I think this year I have definitely gave myself credit for everything I have achieved and accomplished. I have celebrated every victory and I have had people celebrate with me, which has been incredible. I have achieved so much this year really, I went on a bus alone, I used a card at a self check out in a shop and I finally went to the doctors! So much progress from last year!

Leaving the house is something I definitely struggled with this year. I tried to get out as much as I could, whether this was for a shopping trip with mum, down the farm with dad or just for a walk with someone, I tried to take up every opportunity to leave the house when possible.

Honestly, for the first part of the year, I absolutely smashed the whole drinking lots of water thing- I drank more than I ever have but towards the end of this year I have got worse at it. Also I seem to be eating a lot worse too, so maybe the reasons for both of these are connected.

I feel like not just me, but Emily too have definitely excelled in taking up every opportunity for adventure this year. We have done so much, like ziplining (which I was terrified of!), going to pride and going to high points. I have had many adventures with friends too, like me and my best pal Becca went to London twice and I went on walks and things with others.

Looking back on my blog posts, I think I achieved this pretty well. In January I posted 12 times, February 4 times, March 6 times, April 4 times, May once, June 4 times, July twice, August 8 times, September 4 times, October 3 times, November twice and December isnt finished currently, but I predict maybe 27 times. So, there was only really 1 month, May, where I didnt achieve the posting a blog post twice a month goal.

Replying to messages fast is something I have always struggled with and then when there starts to get more and more of them, it becomes slightly overwhelming and I avoid answering them more. But, over the past like 6 months or so, I would say I have improved on answering them a lot quicker.

Saving up was something I have failed on tremendously this year. I tried, I really did, but with having no job, my money was draining day by day. With holidays, trips, birthdays and Christmas, I literally have like none left.

Swearing less was never going to happen, I didnt even know why I thought that was achieveable. If you scare me, I am going to swear. If I hurt myself, I am going to swear. If I am angry, I am going to swear. And thats that.

Honestly, although I have really struggled with getting to sleep this year, I have been making up for it the following morning, so I have usually been getting around 6/7 hours sleep which isnt bad, especially for me!

I have become a professional planner this year. I write lists for everything- everything. Going away? Write a list of what to pack. Messy room? Write a list of what needs tidying away. Jobs to do? Write a list of jobs to tick off. I think having a visual list of things that I need to do really helps me and motivates me.

I have totally and utterly failed on this one. No, I have not got a job. And honestly, I dont think I am going to be able to get one for a few months. All I want is a job and to earn money, have some money of my own and be able to do stuff and live my life. I feel so trapped where I am now but I know that I need to focus on myself first.
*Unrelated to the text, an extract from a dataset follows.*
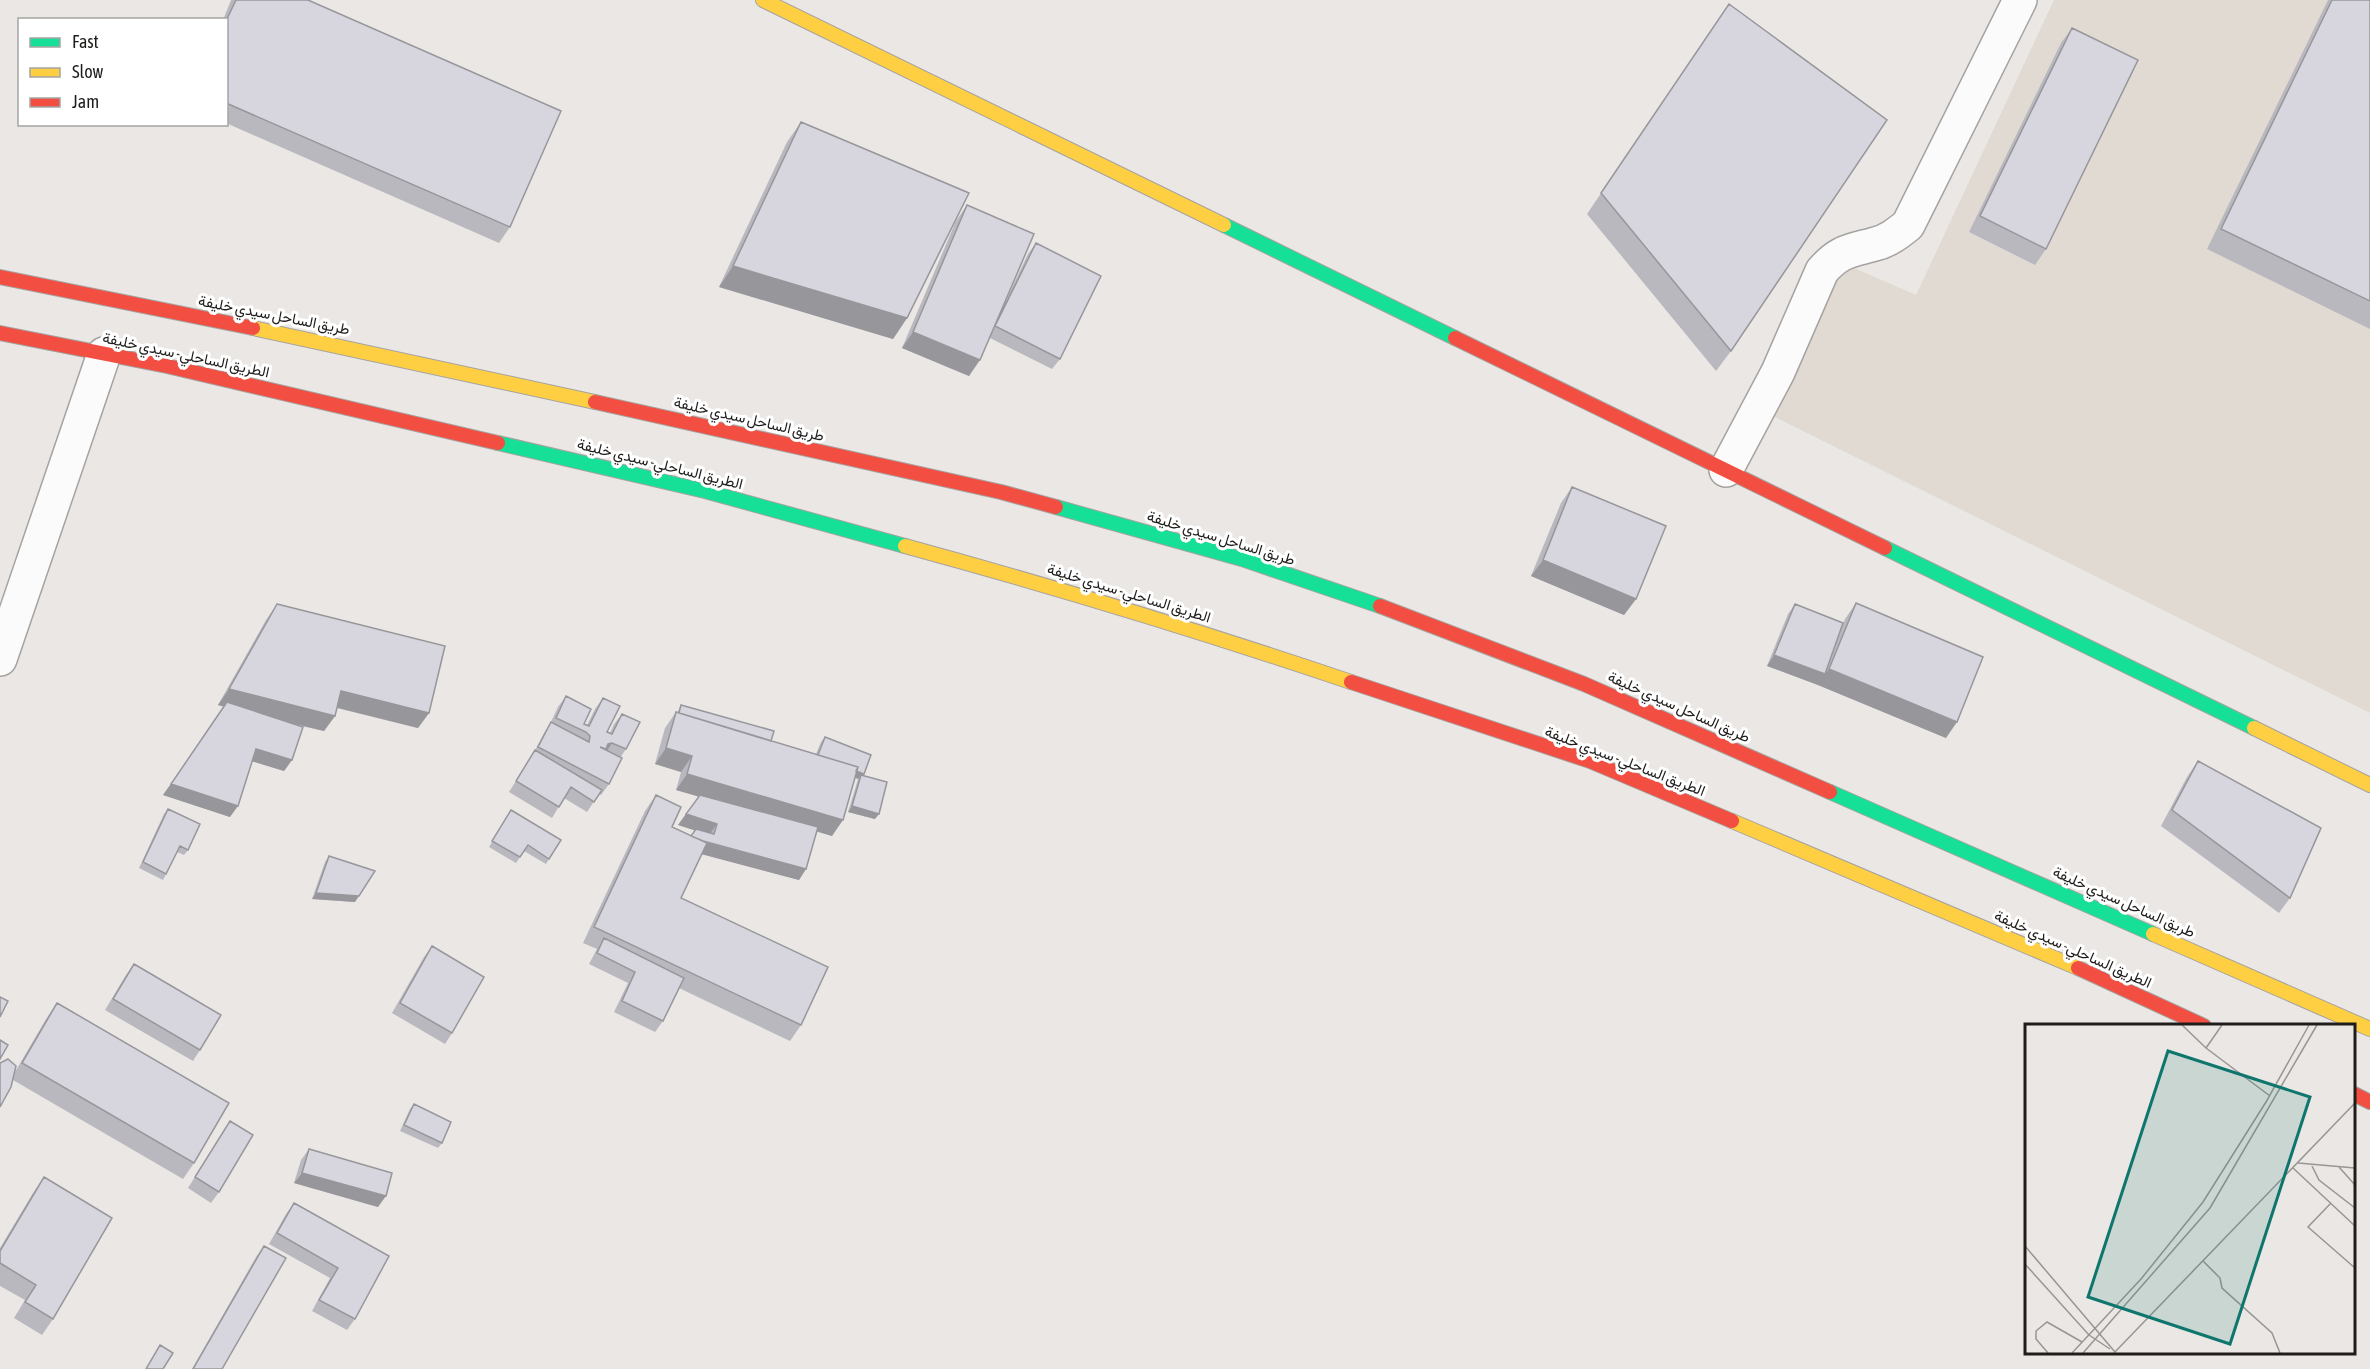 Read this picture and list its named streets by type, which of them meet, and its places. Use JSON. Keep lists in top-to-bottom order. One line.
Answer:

There you go, there is an example of me focusing on myself! I have focused on myself a lot this year. I have done what is best for my own wellbeing. I have stopped talking to people who talked to me like rubbish. I have tried to stop bad habbits. I have stood up for myself. I think I am greatly improving at focusing on myself and that makes me so happy.

I admit that this year I have been a rubbish friend, 100%. I have been trying to focus on myself and my health and I have not invested any time into seeing my friends and visiting my family as often as I would have liked. This is something I definitely want to do next year.

I cant actually think of an example of this right now, but I have definitely stood up for myself in a lot of situations this year which I am so proud of myself for because usually, I would just take the rubbish that everyone throws at me and just pretend to be okay with it.

You know what? I never thought I would say this but I really am learning to love myself. There are many things that I would love to change about myself but I have learned that I have to love what I have, it has taken a long time and it comes and goes but I think I have reached it.

So, I think I have done pretty well with my resolutions this year, dont you think?